In 2004, the Bush administration also exerted political pressure on other states to curb
their interest in Bout. For example, they pressured the UN to omit the arms trader from
sanctions despite there being considerable efforts from France to freeze his assets and an
Interpol warrant for his arrest. Furthermore, the Bush administration called on its ally the
UK, to remove Bout’s name from their list of individuals recommended for sanctions by
the UN (Fenzel 2007). There have also been reports that the US may have interfered with
Belgian efforts to apprehend the arms trader on a warrant they attempted to execute in
February 2002. Belgian authorities, somewhat clandestinely, had indicted Bout on charges
of illegal weapons trafficking and money laundering. As a result Interpol issued an arrest
warrant, and Belgian intelligence planned to execute the warrant after finding that Bout
was due to board a flight from Moldova to Greece. British intelligence services sent an
encrypted message to their superiors in London, informing them that the arms merchant
would be arrested when the plane landed in Athens. A short time after the message was
received in London, the plane changed course and disappeared off the radar. It was missing
for approximately 90 min before it reappeared and continued to Athens where it landed.
British and Greek special-forces, who had been waiting in Athens, boarded and searched
the plane. Bout was found not to be on board, but was later sighted by Belgian intelligence
in the Democratic Republic of Congo (Farrah and Braun 2007).

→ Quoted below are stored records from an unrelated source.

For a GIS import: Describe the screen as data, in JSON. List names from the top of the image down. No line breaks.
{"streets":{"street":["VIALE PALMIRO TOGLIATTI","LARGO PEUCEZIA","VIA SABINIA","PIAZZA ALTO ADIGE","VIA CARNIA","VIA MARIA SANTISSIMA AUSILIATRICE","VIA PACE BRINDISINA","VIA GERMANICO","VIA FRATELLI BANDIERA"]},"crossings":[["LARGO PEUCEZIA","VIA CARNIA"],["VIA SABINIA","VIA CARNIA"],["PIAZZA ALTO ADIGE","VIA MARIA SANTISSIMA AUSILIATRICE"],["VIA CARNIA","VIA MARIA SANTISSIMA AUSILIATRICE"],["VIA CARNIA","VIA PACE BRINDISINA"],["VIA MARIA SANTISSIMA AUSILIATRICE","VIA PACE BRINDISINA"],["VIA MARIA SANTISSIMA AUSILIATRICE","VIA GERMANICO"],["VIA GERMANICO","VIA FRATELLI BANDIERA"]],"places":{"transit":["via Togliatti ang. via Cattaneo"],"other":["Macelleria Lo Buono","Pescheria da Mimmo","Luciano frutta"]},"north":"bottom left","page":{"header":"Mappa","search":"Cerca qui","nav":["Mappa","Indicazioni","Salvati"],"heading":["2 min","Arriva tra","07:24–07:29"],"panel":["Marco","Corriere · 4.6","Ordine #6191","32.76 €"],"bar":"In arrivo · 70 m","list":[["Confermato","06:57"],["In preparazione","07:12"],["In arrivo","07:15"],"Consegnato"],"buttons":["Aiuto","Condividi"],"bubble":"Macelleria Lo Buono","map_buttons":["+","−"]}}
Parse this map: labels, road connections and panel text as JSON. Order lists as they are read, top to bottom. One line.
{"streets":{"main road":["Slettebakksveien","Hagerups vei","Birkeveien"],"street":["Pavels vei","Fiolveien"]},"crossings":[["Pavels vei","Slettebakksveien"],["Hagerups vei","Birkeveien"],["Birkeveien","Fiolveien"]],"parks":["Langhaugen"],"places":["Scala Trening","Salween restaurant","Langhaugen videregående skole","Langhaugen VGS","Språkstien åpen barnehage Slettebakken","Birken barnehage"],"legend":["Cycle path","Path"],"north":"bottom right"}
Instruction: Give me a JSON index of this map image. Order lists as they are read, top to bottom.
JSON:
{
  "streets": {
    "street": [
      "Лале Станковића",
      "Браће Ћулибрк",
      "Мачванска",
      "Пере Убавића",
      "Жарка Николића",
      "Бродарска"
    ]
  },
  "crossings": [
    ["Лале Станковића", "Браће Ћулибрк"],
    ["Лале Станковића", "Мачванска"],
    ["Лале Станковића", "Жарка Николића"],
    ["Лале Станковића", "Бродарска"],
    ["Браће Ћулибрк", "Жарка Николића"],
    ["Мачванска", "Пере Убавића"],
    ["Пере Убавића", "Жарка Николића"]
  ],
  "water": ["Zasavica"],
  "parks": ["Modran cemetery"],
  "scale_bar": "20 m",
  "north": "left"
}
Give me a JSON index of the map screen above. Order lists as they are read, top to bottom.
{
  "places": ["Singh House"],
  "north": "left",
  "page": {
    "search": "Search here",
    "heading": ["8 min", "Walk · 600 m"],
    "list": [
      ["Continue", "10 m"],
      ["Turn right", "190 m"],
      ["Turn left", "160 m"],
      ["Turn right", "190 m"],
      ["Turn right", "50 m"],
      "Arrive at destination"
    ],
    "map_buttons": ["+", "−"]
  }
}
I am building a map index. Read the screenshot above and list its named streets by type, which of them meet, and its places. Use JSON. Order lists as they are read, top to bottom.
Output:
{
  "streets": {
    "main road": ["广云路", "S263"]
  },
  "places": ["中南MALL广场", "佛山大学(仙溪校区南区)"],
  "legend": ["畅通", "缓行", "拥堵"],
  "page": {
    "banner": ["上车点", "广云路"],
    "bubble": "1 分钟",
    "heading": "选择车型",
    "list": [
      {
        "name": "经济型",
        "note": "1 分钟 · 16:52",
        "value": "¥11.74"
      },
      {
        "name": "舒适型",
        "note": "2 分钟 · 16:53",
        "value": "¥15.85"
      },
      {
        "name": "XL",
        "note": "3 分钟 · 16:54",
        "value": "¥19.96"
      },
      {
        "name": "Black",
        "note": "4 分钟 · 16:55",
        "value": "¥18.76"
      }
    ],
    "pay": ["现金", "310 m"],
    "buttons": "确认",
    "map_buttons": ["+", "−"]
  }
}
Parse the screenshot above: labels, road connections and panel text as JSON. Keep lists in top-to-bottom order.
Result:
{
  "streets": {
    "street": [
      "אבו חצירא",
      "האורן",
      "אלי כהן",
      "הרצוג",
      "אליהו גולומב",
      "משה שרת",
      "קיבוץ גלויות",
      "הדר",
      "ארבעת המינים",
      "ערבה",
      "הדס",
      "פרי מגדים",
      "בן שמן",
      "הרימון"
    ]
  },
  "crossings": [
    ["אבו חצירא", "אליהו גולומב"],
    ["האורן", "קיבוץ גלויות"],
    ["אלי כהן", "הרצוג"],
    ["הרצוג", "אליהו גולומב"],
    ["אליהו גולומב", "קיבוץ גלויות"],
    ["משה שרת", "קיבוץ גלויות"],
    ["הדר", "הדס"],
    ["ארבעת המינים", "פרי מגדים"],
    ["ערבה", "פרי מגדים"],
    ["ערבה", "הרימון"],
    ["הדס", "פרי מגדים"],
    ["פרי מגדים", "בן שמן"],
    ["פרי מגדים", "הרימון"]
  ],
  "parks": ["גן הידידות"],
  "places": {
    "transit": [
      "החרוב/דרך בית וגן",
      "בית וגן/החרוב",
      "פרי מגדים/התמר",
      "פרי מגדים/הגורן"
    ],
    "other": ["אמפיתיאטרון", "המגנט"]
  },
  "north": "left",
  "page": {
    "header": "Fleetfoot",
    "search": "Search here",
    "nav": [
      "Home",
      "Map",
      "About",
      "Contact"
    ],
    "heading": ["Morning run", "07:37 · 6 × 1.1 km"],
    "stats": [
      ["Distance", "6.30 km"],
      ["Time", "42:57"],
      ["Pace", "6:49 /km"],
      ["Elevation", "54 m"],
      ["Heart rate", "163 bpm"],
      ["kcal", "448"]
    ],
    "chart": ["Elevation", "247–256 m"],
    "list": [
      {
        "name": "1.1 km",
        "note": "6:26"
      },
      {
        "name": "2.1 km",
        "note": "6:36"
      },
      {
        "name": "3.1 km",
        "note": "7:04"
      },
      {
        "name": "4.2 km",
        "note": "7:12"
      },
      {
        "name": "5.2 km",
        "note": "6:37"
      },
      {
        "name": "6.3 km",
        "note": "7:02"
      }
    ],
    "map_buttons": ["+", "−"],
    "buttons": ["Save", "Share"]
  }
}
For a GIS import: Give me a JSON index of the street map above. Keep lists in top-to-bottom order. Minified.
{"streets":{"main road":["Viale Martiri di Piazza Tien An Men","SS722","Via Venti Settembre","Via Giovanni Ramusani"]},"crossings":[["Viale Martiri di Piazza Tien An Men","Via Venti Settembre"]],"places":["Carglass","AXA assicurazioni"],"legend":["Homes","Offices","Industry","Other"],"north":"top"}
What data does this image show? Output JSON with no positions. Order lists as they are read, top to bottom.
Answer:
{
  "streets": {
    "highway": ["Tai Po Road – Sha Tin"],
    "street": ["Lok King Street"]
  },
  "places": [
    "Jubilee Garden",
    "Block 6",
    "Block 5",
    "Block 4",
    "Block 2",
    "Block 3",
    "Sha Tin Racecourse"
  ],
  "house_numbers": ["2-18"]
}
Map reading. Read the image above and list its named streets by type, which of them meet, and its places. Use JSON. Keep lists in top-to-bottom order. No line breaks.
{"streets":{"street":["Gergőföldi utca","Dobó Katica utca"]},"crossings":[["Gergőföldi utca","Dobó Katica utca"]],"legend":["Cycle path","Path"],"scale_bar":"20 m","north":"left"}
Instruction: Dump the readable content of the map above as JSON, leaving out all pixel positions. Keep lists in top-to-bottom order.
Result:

In an interview with
Douglas Farrah and Stephen Braun, authors of the 2007 book Merchant of Death: Money,
guns, planes, and the man who makes war possible, European intelligence officials stated
‘‘There were only two intelligence services that could have decrypted the British trans-
mission in so short a time…The Russians and the Americans. And we know for sure it was
not the Russians.’’
Bout continued to fly supplies to Iraq for the US government until 2007. During this
time period there were sporadic news reports of his connections with the US, but CIA
intelligence did nothing to address the issue until 2004. In July 22, 2004, President Bush
issued an executive order labelling Bout a ‘‘specially designated person.’’ This explicitly
banned all US business with the arms trader and froze his assets. Yet this was largely
symbolic as the US continued to use Bout with estimates indicating that he was paid as
much as $60 million to fly US supplies into Iraq despite the ban (Farrah and Braun 2007).
There has been no official acknowledgement from the US of their connection to Bout,
instead they have maintained that any possible connection to him was made because of the
incompetence of US military contractors who hired the arms trader’s companies without
their knowledge. This explanation however, has been met with considerable skepticism,
especially as there were reports of direct contracts between Bout and the US military
(Braun in Silverstein 2007). As indicated by National Security Adviser Lee Wolosky who
had previously headed up the pre-9/11 taskforce to apprehend Bout, ‘‘It befuddles the mind
that the Pentagon would continue to work with an organization that both the Clinton and
Bush White Houses actively fought to dismantle’’ (Farrah and Braun 2007: 237).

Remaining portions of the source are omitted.